All my work is informed by my training in media studies. The medium is the message. All text is con-text.
As an editor, I approach writing as a strategic site of influence, crisscrossed by discursive fields and loaded with potential counter-valence. Even apolitical work is doing politics. My role is to help you know your impact and maximize the intentionality behind it.
This training also helps us think beyond the text. The medium is the message. All text is con-text. Composing is framing. Writing is resonance.
This why, in addition to editorial work, I am offering creative services to help you tell your story.
All reading is creative: all interpretation is inter-penetration. Reading is a generative act of our whole selves communing with an-other. Readers read themselves through the text; editors are fundamentally professional readers. That means they read themselves too, but their job is to read you and the collective too.
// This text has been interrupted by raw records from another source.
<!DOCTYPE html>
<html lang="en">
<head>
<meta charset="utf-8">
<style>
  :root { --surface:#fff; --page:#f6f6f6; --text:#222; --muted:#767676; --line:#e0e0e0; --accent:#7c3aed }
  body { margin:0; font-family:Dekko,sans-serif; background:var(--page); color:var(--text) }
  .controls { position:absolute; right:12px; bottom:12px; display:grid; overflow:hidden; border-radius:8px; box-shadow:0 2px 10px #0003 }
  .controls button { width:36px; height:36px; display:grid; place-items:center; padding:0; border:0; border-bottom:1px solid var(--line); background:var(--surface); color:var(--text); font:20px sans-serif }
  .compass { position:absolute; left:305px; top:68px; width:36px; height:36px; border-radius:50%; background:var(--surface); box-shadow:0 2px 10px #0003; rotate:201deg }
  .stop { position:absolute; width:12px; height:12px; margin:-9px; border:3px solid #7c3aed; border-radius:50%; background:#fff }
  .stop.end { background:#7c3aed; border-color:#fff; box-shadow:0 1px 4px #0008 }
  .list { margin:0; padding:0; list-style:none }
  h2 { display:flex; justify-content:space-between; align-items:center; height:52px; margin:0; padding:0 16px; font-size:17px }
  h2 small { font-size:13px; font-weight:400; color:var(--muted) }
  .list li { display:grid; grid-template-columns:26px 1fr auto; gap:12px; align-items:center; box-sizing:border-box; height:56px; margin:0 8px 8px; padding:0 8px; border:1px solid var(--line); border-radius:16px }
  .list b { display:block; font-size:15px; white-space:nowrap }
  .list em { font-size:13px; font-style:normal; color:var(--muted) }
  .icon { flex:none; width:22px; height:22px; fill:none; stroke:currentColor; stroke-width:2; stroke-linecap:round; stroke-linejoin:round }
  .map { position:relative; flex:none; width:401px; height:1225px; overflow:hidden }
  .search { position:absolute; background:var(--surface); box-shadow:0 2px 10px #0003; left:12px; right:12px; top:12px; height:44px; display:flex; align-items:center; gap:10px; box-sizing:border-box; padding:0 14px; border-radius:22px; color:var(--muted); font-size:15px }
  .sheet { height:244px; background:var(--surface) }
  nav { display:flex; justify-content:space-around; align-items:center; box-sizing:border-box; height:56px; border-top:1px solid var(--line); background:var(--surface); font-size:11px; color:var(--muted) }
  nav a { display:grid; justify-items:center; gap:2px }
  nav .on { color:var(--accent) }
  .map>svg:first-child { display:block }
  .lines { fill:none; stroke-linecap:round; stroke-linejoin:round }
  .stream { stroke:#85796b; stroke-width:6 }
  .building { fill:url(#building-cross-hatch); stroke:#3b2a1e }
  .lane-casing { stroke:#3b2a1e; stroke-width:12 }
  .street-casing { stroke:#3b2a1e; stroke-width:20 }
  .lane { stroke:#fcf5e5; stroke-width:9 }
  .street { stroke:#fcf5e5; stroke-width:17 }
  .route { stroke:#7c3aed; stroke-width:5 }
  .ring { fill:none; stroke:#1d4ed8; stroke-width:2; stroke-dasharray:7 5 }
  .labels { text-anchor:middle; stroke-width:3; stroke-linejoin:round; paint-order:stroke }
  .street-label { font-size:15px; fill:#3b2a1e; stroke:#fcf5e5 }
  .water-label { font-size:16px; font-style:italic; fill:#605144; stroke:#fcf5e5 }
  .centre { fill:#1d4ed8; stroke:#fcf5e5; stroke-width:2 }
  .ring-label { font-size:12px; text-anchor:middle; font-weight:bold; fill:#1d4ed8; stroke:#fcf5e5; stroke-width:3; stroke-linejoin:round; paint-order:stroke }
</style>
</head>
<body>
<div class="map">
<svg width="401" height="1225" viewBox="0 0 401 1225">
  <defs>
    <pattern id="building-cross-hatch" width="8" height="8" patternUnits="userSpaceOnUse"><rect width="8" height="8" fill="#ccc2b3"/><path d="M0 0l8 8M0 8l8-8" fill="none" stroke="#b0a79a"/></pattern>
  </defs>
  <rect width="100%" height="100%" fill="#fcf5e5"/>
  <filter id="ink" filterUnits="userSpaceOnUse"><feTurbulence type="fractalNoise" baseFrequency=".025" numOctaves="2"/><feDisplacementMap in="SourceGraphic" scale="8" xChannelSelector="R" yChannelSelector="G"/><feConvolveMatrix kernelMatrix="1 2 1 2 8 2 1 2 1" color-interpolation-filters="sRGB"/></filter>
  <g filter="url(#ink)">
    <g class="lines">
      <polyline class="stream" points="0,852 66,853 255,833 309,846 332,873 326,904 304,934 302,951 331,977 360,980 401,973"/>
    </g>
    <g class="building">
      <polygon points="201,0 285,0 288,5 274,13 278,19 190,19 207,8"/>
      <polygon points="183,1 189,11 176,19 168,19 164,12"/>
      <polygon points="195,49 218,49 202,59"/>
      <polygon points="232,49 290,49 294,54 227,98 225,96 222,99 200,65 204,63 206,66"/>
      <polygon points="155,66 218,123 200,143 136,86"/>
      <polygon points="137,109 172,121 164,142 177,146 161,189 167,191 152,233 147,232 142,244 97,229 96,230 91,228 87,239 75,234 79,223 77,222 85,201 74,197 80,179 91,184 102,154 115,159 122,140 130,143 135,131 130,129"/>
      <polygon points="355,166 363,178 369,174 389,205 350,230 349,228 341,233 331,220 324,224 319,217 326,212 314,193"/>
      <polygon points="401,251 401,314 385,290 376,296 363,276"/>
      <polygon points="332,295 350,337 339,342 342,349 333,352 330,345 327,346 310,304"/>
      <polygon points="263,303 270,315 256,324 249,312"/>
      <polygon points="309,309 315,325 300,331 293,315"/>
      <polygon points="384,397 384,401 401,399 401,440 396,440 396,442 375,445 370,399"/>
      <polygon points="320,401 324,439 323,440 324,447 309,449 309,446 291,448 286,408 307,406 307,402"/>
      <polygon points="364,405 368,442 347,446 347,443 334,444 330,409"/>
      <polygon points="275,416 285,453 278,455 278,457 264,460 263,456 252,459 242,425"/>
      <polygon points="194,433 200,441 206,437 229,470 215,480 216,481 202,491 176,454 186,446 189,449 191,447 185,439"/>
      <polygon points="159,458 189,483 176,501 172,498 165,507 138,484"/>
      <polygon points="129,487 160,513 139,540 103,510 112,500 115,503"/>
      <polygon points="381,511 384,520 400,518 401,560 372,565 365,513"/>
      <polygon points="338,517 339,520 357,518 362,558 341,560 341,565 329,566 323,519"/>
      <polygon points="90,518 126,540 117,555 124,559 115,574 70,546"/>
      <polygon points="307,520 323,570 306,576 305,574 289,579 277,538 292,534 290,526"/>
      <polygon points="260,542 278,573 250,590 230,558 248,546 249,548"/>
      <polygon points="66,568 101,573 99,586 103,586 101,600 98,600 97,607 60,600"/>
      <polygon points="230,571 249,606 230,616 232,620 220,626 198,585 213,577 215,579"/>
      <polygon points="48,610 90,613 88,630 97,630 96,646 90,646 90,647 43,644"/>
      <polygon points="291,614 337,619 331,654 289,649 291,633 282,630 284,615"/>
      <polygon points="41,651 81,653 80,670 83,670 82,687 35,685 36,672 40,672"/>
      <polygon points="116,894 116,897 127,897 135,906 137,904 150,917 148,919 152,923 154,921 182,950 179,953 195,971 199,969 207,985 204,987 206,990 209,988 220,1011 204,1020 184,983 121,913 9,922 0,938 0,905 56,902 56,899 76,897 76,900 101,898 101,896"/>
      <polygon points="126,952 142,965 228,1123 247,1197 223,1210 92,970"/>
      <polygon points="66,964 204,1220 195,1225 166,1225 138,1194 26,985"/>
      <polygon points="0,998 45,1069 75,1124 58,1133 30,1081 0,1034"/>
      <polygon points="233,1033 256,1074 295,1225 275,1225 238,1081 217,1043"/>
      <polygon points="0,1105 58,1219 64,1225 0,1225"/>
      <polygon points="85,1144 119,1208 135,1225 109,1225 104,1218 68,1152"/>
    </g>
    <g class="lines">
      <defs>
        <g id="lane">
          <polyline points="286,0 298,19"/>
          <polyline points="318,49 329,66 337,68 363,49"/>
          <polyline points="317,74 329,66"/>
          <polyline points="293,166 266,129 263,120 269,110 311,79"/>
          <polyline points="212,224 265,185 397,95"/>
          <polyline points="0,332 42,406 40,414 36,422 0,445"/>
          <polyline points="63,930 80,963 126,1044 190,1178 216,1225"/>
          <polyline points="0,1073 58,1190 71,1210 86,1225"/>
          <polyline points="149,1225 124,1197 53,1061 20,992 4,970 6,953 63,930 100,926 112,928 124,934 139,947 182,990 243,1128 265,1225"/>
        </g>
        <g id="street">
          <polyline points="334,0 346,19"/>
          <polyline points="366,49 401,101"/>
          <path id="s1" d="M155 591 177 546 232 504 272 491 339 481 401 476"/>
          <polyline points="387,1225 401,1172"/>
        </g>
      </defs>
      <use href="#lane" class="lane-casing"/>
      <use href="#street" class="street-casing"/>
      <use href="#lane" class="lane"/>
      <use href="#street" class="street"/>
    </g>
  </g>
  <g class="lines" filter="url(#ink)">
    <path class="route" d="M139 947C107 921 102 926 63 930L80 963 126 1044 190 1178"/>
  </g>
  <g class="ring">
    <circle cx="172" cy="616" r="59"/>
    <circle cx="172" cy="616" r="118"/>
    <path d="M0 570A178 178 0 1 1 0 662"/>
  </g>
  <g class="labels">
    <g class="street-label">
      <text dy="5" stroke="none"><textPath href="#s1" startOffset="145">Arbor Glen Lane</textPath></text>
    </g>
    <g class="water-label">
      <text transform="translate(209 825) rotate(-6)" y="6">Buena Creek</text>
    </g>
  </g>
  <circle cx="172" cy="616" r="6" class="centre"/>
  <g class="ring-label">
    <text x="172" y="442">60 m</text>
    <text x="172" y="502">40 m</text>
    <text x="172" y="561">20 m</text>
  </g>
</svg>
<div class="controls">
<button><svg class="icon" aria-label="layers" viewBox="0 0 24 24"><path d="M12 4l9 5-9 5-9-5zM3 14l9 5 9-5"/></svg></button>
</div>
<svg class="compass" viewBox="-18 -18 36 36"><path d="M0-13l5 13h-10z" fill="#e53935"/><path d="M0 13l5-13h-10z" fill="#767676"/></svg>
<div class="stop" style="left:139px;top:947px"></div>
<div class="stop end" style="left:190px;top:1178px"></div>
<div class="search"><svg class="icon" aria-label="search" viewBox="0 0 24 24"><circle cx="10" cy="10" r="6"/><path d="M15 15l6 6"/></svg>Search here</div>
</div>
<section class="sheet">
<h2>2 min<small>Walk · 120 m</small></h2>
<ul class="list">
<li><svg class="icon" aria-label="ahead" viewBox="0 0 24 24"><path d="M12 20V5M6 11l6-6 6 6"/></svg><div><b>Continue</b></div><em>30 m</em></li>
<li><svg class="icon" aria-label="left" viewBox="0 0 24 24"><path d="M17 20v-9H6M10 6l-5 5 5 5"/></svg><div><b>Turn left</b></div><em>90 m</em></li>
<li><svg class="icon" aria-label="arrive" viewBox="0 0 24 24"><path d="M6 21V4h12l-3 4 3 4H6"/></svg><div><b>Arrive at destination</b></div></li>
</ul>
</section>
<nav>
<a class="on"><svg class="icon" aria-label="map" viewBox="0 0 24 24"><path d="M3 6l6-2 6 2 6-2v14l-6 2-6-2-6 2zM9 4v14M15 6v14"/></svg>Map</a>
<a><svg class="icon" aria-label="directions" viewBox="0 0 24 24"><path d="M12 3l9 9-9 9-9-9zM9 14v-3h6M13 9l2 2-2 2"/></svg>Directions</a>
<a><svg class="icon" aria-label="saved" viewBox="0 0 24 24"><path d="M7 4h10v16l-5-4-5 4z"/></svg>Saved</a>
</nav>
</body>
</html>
Let me be baroque for a moment. As an editor, my role is to help discern the spirits: to listen for the sacred hum of stories told and ask the questions that bring clarity and conviction to their teller. It is holy work: part acolyte, part priest.
It is also invisible work. Development editing is about having enough voice to be of use to you without drowning out your own. I can’t put my finger on how this works. It’s magick. It’s not of this world. Every time I step into this role, I feel plucked like a string by something vast and unknown—perhaps you feel the same way too, when you write.
My goal is harmony. My role is supporting fiddle. This work isn’t ours alone.
When I think about how I approach a text, I think about my experience as a border crosser, both physically and figuratively; I think about my ancestors who were also border crossers; I think about the stranger in the room.
Sensitivity and authenticity reading is the art of conjuring “strangers,” those whose trust we’ve yet to earn. Sometimes these strangers look like us; sometimes they don’t. Their presence is a gift either way: they mirror back to us our strangeness. They help us to, first, know ourselves.
My role is to walk with you across the border. I don’t do recon; I’m not your “man on the ground.” I am a fellow traveler with experience crossing fault lines and negotiating checkpoints.
It’s your road trip; I ride beside you and point out how words like “shotgun” can sound. It’ll be fun, I promise.